Your objective
Please give nothing except the number of lines in the records below that include the word "body".

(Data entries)
--

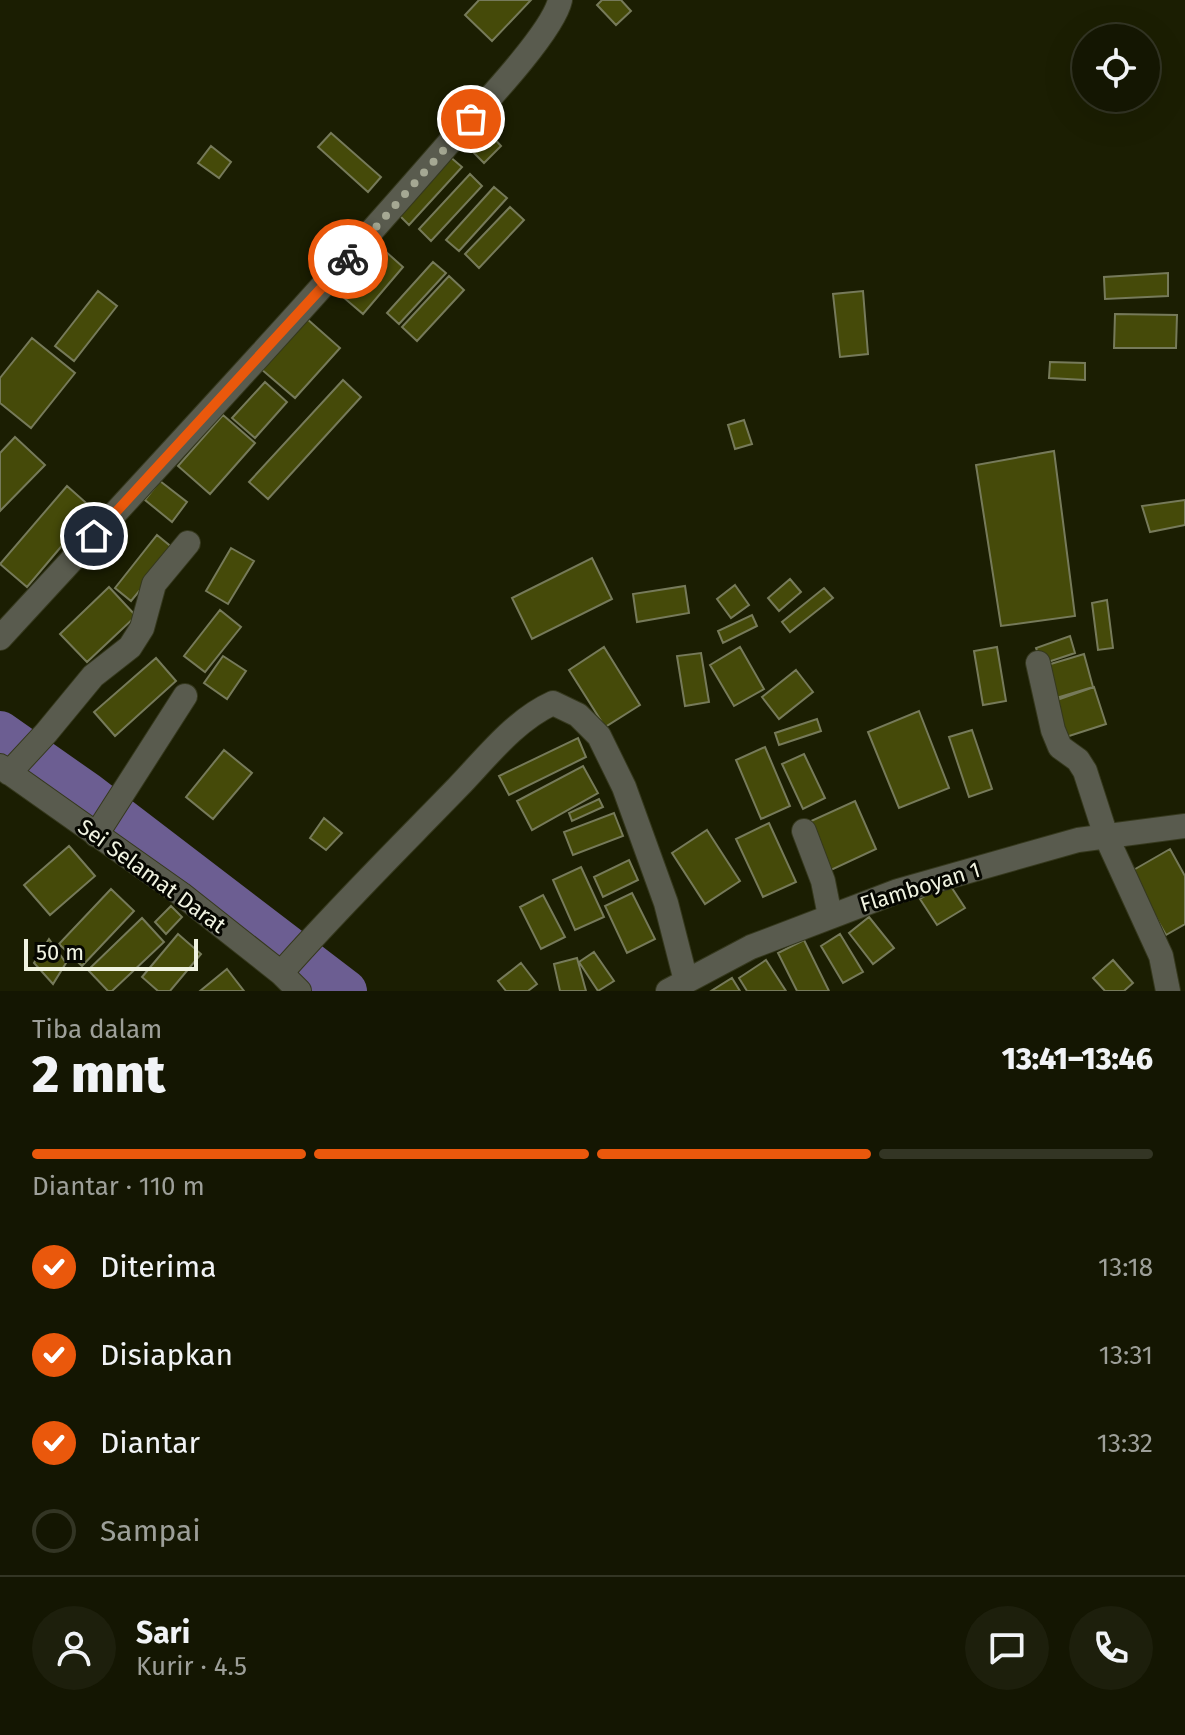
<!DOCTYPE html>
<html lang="id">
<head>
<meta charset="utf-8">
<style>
  :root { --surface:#141602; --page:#1d1f0c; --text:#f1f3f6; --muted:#9d9f99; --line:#333524; --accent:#ea580c }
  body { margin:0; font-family:"Fira Sans",sans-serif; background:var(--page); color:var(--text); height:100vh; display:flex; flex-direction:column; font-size:30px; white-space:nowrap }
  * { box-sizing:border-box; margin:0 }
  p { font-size:26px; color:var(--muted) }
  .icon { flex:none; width:44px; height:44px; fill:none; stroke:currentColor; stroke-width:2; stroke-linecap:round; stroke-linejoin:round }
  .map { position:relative; height:991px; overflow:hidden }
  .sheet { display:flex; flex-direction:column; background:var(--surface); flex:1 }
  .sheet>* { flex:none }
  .tools { position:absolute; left:1072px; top:24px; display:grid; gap:16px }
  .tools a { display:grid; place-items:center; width:88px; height:88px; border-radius:50%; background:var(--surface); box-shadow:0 8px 32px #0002,0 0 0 2px var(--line); font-size:40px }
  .scale { position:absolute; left:24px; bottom:20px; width:174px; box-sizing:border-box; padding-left:8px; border:4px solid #f0f3e1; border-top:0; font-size:22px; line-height:28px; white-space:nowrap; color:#f0f3e1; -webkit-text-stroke:6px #060701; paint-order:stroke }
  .pin { position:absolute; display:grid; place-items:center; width:68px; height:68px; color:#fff; margin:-34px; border:4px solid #fff; border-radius:50%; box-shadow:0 2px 8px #0007 }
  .courier { position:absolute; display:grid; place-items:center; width:80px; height:80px; margin:-40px; border:6px solid #ea580c; border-radius:50%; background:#fff; color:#222; box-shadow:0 2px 10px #0007 }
  .overview em { font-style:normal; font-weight:800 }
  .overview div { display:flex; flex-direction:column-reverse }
  .overview { display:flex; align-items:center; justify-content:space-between; height:136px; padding:0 32px }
  h1 { font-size:52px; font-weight:800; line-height:60px }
  .bar { display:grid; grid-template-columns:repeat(4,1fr); gap:12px 8px; align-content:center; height:96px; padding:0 32px }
  .bar i { height:10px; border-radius:6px; background:var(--line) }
  .bar .current { background:var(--accent) }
  .bar p { grid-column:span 4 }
  .line { display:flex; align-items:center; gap:20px; padding:0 32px; border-top:2px solid var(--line) }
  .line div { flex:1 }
  .round { display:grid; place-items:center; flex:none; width:84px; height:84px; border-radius:42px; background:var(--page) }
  ol { padding:0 32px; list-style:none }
  li { display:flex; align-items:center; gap:24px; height:88px }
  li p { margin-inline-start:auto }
  li .icon { padding:8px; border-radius:50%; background:var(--accent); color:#fff; stroke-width:4 }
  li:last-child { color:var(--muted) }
  li i { width:44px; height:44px; border:4px solid var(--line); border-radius:50% }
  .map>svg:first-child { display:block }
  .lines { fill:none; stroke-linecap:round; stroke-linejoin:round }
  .river { stroke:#6c5e92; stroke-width:42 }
  .building { fill:#454a09; stroke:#767a5a; stroke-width:2 }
  .minor-casing { stroke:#35381d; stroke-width:26 }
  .minor { stroke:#595b4e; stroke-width:24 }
  .done { stroke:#a5a893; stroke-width:8; stroke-dasharray:0 14.4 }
  .route { stroke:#ea580c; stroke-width:10 }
  .labels { text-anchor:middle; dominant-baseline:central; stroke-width:6; stroke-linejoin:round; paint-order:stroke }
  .street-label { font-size:22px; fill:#f0f3e1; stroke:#060701 }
</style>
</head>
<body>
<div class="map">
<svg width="1185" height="991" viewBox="0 0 1185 991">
  <rect width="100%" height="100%" fill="#1b1e02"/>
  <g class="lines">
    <path class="river" d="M0,732L87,793L346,991"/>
  </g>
  <path class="building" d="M479,0H531L492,41L465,15Z
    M602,0H621L631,11L616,25L597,5Z
    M331,133L381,177L368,192L318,147Z
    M492,136L501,146L484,163L474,153Z
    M211,146L231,162L219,178L198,163Z
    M448,155L462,167L409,225L396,212Z
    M470,174L482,186L431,241L419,229Z
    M494,187L507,198L459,251L446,240Z
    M510,207L524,220L479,268L465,254Z
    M376,243L403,267L363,314L336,291Z
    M433,262L446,273L399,324L387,313Z
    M1168,273V296L1105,299L1104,277Z
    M449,276L464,290L417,341L402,327Z
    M98,291L117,306L74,361L55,346Z
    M863,291L868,354L840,357L833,294Z
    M1115,314L1177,315L1176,348H1114Z
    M306,318L340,348L295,398L261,369Z
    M32,338L75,373L31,428L0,403V378Z
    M1050,362L1085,363V380L1049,378Z
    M343,380L361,397L268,499L249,482Z
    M265,382L287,402L255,438L232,418Z
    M223,415L255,443L210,494L178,466Z
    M744,420L752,444L735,449L728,425Z
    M15,437L45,465L0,511V453Z
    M1054,451L1075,616L1001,626L976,465Z
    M160,481L187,502L172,522L145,500Z
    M67,486L93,509L27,587L0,564Z
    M1185,500V525L1150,532L1142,506Z
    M157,535L174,549L131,601L115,588Z
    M231,548L254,561L228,604L206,591Z
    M592,558L612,599L532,639L512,598Z
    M790,579L801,592L779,611L768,598Z
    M735,585L749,605L731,618L717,599Z
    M685,586L689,613L637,622L633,594Z
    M109,587L136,616L87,662L60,634Z
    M824,588L833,598L790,632L782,622Z
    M1107,600L1113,648L1098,650L1092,603Z
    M220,610L241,627L205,672L184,656Z
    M752,615L757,626L723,643L718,631Z
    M1070,636L1075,653L1042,664L1036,648Z
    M604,647L640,705L605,727L569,670Z
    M740,647L764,689L734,706L710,665Z
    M997,647L1006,701L983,705L974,651Z
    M701,653L709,702L685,706L677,656Z
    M1084,654L1093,687L1053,699L1044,666Z
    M223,656L246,671L227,699L204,683Z
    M156,658L176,681L115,736L94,712Z
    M796,670L813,692L779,719L762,697Z
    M1094,687L1106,724L1066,737L1054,701Z
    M919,711L949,788L899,808L868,732Z
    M817,719L821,731L779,745L775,733Z
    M972,730L992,789L969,797L949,737Z
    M578,738L586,757L509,795L499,776Z
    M765,747L790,806L761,819L736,760Z
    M224,750L252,773L213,819L186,797Z
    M804,754L825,798L803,809L782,764Z
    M583,766L598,793L532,830L517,801Z
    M599,799L603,807L572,821L569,813Z
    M855,801L876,849L831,870L809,822Z
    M614,813L623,836L573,855L564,832Z
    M324,818L342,833L326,850L310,838Z
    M769,823L796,882L763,897L736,839Z
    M707,830L740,881L705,904L672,853Z
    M69,846L95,876L50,915L24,885Z
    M1170,849L1185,876V924L1166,935L1130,872Z
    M629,860L638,880L603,897L594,877Z
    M581,867L604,917L575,930L553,880Z
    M948,882L965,908L937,925L920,899Z
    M111,889L134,911L82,966L59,944Z
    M632,893L655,939L627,953L605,906Z
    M543,895L565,937L541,949L520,907Z
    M171,906L182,917L166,934L155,922Z
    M869,917L894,948L873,964L849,933Z
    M142,918L164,942L112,991H108L88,970Z
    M178,934L201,954L170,991H158L142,977Z
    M840,934L863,972L843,983L821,946Z
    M49,939L66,963L53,984L34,963Z
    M804,940L829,991H797L778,953Z
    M594,952L614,981L598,991L579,962Z
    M577,958L586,991H560L554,964Z
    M766,960L786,991H747L739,978Z
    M1113,960L1133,983L1124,991H1105L1093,978Z
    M521,963L537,984L528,991H506L498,981Z
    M227,969L244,991H200Z
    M732,978L740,991H711Z"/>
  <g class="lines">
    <g class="minor-casing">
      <path id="minor" d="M0,638C151,474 303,311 449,143C475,114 553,33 560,0
        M1038,663L1053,730L1060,747L1078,760L1085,771L1106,836L1161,956L1168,991
        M0,766L181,894L281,973L299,991
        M9,773L46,733L93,676L130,647L142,628L154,584L188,543
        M804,831L823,881L830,916
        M96,835L185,696
        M281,973C337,909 398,849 458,787C486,758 515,720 553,703L578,715L599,736L624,787L666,903L686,981
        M668,991L751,947L898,891L1078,840L1185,826"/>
    </g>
    <use href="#minor" class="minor"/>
  </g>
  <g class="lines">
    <path class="done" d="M348,259L471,119"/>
    <path class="route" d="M94,536L348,259"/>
  </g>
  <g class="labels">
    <g class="street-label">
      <text transform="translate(152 876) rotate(36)">Sei Selamat Darat</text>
      <text transform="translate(920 887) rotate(-17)">Flamboyan 1</text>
    </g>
  </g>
</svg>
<div class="tools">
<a><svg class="icon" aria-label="locate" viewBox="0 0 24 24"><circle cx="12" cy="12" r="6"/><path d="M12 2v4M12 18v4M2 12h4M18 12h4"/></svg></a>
</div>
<div class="scale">50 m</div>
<div class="pin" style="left:471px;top:119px;background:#ea580c"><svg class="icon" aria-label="bag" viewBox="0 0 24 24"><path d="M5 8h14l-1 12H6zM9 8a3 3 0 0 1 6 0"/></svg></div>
<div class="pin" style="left:94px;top:536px;background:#1f2937"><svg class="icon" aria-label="home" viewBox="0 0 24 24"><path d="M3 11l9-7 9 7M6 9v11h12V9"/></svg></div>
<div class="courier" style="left:348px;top:259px"><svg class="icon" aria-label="bike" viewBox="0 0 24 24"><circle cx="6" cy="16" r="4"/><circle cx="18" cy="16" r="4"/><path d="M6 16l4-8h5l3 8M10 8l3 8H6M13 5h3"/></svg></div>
</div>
<section class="sheet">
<div class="overview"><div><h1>2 mnt</h1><p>Tiba dalam</p></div><em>13:41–13:46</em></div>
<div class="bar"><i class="current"></i><i class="current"></i><i class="current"></i><i></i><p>Diantar · 110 m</p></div>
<ol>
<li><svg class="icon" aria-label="check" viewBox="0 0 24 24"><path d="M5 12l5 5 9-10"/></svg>Diterima<p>13:18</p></li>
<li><svg class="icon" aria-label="check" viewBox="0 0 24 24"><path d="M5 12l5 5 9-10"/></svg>Disiapkan<p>13:31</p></li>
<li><svg class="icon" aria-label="check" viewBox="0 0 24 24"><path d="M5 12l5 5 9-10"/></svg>Diantar<p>13:32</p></li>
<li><i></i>Sampai</li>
</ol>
<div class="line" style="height:144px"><a class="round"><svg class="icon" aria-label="person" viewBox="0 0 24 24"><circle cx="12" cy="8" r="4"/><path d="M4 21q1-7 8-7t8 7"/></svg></a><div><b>Sari</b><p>Kurir · 4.5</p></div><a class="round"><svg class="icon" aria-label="chat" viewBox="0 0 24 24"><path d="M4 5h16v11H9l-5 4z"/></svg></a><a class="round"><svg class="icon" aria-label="phone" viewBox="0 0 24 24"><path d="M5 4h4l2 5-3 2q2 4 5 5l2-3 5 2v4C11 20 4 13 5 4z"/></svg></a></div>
</section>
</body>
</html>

--

Result of the exercise
3